I don't use KMail on my desktop, except as an experiment, but when I do there do not appear to be any problems. My Local folders are kept in directories ~/Mail/Folder1/[cur,new,tmp[/ and are not seen by IMAPS. My IMAPS folders are kept in directories ~/Maildir/.Folder2/[cur,new,tmp]/ and are not seen my kmail.
Timothy Murphy wrote:
I don't use KMail on my desktop, except as an experiment, but when I do there do not appear to be any problems. My Local folders are kept in directories ~/Mail/Folder1/[cur,new,tmp[/ and are not seen by IMAPS. My IMAPS folders are kept in directories ~/Maildir/.Folder2/[cur,new,tmp]/ and are not seen my kmail.
If Local folders are under ~/Mail/ - this is OK. But you were saying your local messages are under ~/Maildir/ - the same as dovecot-accessed. And this is wrong. This might be working fine, but still, this is wrong.
FiL
At 4:18 PM +0100 9/21/07, Timothy Murphy wrote:
On Fri 21 Sep 2007, Bill Cole wrote:
It's a very bad idea for a mail client running on the same host as an IMAP server to try to access the same mailstore via the filesystem.
I don't know what you mean by "the same mailstore". KMail on my laptop has a Local account, and an IMAPS account. The Local account, which I rarely use, accesses messages on the laptop (such as system messages). the IMAPS account accesses messages on the desktop.

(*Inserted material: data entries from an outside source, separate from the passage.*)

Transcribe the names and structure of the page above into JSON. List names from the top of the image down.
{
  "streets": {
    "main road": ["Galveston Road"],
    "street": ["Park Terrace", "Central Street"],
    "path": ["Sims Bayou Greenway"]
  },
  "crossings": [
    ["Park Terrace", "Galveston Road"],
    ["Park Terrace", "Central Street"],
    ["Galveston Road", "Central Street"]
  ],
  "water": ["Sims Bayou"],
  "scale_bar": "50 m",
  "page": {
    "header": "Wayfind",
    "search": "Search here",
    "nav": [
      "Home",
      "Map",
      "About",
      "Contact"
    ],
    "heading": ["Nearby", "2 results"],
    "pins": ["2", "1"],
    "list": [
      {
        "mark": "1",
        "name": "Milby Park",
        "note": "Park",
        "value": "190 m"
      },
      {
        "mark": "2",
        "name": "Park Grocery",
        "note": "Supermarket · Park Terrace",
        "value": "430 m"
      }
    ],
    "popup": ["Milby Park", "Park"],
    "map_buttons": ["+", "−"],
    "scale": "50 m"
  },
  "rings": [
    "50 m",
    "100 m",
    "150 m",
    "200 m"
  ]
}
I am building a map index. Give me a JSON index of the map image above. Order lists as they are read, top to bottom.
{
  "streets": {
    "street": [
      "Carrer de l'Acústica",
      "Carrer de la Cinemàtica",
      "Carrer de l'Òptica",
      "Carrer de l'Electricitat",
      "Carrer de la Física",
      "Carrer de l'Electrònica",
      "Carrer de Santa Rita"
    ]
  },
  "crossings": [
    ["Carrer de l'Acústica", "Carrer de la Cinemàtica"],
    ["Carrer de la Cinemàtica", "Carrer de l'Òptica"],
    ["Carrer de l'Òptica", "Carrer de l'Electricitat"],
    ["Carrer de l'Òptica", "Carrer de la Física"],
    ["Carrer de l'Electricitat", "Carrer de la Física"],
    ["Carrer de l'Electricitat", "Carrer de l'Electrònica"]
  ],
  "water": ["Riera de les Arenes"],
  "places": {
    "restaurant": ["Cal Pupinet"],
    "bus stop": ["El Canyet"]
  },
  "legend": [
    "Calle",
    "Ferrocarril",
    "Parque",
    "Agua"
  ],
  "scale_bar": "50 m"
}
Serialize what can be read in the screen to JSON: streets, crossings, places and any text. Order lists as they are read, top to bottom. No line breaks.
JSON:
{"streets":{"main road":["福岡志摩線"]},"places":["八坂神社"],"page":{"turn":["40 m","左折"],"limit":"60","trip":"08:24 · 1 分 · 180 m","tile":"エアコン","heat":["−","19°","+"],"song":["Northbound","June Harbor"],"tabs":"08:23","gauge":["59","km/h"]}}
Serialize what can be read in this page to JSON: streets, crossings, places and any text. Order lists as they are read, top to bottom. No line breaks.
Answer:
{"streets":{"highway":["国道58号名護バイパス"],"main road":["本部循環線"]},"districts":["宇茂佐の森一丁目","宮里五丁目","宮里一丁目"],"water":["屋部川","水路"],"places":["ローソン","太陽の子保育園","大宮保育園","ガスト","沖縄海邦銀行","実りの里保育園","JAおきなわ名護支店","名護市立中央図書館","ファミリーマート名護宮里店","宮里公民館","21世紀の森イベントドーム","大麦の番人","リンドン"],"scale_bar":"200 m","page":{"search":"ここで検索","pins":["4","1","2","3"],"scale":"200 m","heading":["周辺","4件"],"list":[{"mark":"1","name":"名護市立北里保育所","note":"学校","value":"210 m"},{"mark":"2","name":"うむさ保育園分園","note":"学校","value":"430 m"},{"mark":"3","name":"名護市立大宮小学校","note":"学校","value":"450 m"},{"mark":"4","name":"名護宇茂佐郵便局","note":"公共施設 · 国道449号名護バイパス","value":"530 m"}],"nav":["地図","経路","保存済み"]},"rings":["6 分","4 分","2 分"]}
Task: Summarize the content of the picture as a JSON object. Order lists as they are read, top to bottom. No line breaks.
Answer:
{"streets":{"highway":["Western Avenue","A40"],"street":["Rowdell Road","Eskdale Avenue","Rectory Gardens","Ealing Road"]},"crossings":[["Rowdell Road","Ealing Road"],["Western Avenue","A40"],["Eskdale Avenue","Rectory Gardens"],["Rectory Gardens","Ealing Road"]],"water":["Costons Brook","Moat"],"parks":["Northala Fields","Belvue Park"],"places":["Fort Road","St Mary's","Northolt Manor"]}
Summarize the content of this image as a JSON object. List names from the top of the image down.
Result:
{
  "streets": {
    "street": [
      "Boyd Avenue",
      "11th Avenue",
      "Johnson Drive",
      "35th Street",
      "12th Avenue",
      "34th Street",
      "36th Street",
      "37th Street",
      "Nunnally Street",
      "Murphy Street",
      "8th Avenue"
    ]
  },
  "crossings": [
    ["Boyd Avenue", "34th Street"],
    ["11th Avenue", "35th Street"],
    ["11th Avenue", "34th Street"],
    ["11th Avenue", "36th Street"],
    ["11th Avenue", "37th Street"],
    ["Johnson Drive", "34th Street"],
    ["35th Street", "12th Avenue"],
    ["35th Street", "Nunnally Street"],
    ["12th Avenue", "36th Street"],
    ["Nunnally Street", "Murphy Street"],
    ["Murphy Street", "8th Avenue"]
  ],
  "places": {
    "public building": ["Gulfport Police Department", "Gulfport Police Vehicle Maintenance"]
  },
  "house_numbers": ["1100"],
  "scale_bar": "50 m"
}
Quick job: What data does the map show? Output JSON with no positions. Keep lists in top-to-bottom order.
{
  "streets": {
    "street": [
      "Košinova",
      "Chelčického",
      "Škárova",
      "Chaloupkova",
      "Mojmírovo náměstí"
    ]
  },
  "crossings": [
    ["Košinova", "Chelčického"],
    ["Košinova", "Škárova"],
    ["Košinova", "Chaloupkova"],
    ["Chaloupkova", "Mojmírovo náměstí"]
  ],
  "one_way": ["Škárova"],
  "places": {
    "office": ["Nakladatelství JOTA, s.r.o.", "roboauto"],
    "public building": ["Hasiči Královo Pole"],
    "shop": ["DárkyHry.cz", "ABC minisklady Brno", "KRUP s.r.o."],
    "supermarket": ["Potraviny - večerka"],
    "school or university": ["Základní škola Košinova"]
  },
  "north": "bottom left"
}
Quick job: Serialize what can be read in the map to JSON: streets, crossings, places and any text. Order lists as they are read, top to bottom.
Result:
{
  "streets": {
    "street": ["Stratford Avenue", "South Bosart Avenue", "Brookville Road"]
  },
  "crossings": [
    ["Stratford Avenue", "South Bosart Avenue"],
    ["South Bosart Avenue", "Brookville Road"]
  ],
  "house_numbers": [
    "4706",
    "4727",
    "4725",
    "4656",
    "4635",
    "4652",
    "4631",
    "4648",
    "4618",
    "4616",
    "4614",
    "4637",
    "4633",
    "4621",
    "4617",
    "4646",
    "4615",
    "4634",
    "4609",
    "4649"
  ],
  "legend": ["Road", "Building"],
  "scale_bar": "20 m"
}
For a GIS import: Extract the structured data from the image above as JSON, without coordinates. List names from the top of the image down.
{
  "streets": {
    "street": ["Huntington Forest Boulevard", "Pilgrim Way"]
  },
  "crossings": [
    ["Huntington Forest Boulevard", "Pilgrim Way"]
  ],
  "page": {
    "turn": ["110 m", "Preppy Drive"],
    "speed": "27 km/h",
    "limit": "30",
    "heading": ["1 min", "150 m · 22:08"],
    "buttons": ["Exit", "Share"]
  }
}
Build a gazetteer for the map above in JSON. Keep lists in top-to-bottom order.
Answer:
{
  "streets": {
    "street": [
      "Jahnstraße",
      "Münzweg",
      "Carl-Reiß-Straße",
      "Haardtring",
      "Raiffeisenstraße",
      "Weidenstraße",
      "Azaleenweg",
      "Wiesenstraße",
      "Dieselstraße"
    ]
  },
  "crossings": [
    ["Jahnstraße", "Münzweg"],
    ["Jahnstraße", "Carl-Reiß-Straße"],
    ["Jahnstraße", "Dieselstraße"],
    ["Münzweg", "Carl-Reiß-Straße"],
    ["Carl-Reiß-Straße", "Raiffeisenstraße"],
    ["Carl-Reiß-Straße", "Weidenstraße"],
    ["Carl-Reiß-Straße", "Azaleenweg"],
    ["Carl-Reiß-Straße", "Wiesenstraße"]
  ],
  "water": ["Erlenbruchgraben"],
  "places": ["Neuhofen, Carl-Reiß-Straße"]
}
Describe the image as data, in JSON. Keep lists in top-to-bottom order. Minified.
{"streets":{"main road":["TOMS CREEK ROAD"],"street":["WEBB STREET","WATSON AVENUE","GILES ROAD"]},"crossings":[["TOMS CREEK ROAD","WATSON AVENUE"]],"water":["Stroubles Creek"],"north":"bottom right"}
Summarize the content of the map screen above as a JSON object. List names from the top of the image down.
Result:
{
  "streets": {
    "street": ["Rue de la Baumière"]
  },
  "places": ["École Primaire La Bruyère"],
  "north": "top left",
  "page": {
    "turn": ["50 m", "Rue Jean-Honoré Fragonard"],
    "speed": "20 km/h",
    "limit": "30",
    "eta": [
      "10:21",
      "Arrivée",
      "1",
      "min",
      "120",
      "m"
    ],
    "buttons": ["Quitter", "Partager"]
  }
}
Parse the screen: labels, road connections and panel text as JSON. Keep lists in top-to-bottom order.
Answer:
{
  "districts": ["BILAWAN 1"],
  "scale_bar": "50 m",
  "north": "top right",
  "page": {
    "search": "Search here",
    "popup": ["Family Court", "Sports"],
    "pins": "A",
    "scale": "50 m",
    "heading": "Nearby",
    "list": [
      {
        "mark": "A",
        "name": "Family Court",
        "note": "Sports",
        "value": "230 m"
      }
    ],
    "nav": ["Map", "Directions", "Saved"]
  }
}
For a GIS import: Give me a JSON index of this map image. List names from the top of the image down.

This seems to me to work perfectly.
I'm sorry, I clearly misunderstood your previous post.
Bill Cole bill@scconsult.com
On 9/21/2007, Bill Cole (dovecot-20061108@billmail.scconsult.com) wrote:
A mailer shouldn't expect to be able to both work directly with a Maildir mailstore through the filesystem and with an IMAP server that is accessing the same mailstore.
Absolutely... but one thing that I have wished for is 'maildir-like' support (ie, storing messages locally one file per message) in TBird for the local/cached messages/folder, so that I could delete a single email on the local side to force it to be redownloaded, rather than having to delete the entire mbox file, thus forcing TBird to have to redownload *all* email for that folder again (in some cases thousands of messages, and Gigabytes of data, if you are keeping local copies for 'off-line' access).
The word is it would take a major rewrite of TBird, so it isn't likely to be implemented soon.
Does KMail actually work this way? This would be enough to make me try it out... although my day to day WS is a windows box, so I'd most likely wait until KDE4 is available on Windows...
Although, honestly I like TBird so much that I cannot seriously believe I'd like KMail enough to permanently switch, even for this one major benefit.
--
Best regards,
Charles
Charles Marcus wrote:
Does KMail actually work this way? This would be enough to make me try it out... although my day to day WS is a windows box, so I'd most likely wait until KDE4 is available on Windows...
Offtopic to the left -- before I switched to using GMail for my personal mail, I used to use Sylpheed ( http://sylpheed.sraoss.jp/en/ ) and it stores messages in a MH format (a file-per-message design somewhat like Maildir) and it can import mbox files from Thunderbird. The client itself is very nice too, I remember really liking it a lot.
Bonus: Win32 binaries are also available.
hth, -te
-- Troy Engel | Systems Engineer Fluid Inc. | http://www.fluid.com
Does KMail actually work this way? This would be enough to make me try it out... although my day to day WS is a windows box, so I'd most likely wait until KDE4 is available on Windows...
Offtopic to the left -- before I switched to using GMail for my personal mail, I used to use Sylpheed ( http://sylpheed.sraoss.jp/en/ ) and it stores messages in a MH format (a file-per-message design somewhat like Maildir) and it can import mbox files from Thunderbird. The client itself is very nice too, I remember really liking it a lot.
Bonus: Win32 binaries are also available.
I tried it a long time ago, but it was still really buggy on Windows...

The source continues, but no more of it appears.